3. mine grows in a ball without any trimming from me. I do rotate them occasionally.
4. Mine float when I squeeze the water out of them and put them back in the tank. They'll sink again if I squeeze them underwater and get them water logged again. I keep mine in a low tech setup so I have never witnessed them pearling and floating from that.
5. The one I cut open was hollow.


----------



## sewingalot (Oct 12, 2008)

1. Is it a moss or algae?

Algae, it's Cladophora aegagropila 

2. Does it need (or prefer) C02 to thrive?

Doesn't need it. Seems to grow well in most situations. The ones that did best for me were in a higher current low co2 environment.

3. Does it grow in a ball or need to be trimmed that way?

It can grow in all kinds of methods. To keep in in a ball, roll it around the tank every week if you don't have good flow moving it. If not, the bottom will likely turn brown and die off (lack of light mostly).

4. Do they float, roll in the current, or are they better tied down?

Mine would float after water changes and often at the end of the day if co2 was kept high. The older they got, it only happened after water changes. I wouldn't tie them down unless you are wanting that look.

5. Are they solid moss/algae all the way through?

Hollow in the center. Also, it is good to give them a squeeze occassionally to get out the muck they accumulate. Much like a sponge.

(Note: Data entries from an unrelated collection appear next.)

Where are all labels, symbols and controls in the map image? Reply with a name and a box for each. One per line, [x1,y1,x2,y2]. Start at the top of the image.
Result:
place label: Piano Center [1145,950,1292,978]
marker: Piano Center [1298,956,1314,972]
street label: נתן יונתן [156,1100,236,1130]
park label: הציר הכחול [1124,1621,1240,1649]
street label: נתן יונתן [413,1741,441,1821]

They will float for a while after this.


----------



## okitoki (Jul 8, 2011)

just for a laugh I made this "Marimo" ball out of clado I removed from my fissidens... 

maybe it can grow and be a DIY Marimo ball 










It was pearling the other day when I took it out of the grow box I leave outside to grow my emersed stuff


----------



## DarkCobra (Jun 22, 2004)

1. Is definitely Cladophora algae. There's an invasive form too. Both act more like a plant than an algae, and like the same things plants do; which makes the invasive form a problem. There's some debate whether the balls create the invasive form as a type of propagation; as some have had the invasive form show up after adding the balls. I've never had this problem, and think they're different species. Instead, the invasive form may have just been hiding inside the ball; which would be extremely hard to detect.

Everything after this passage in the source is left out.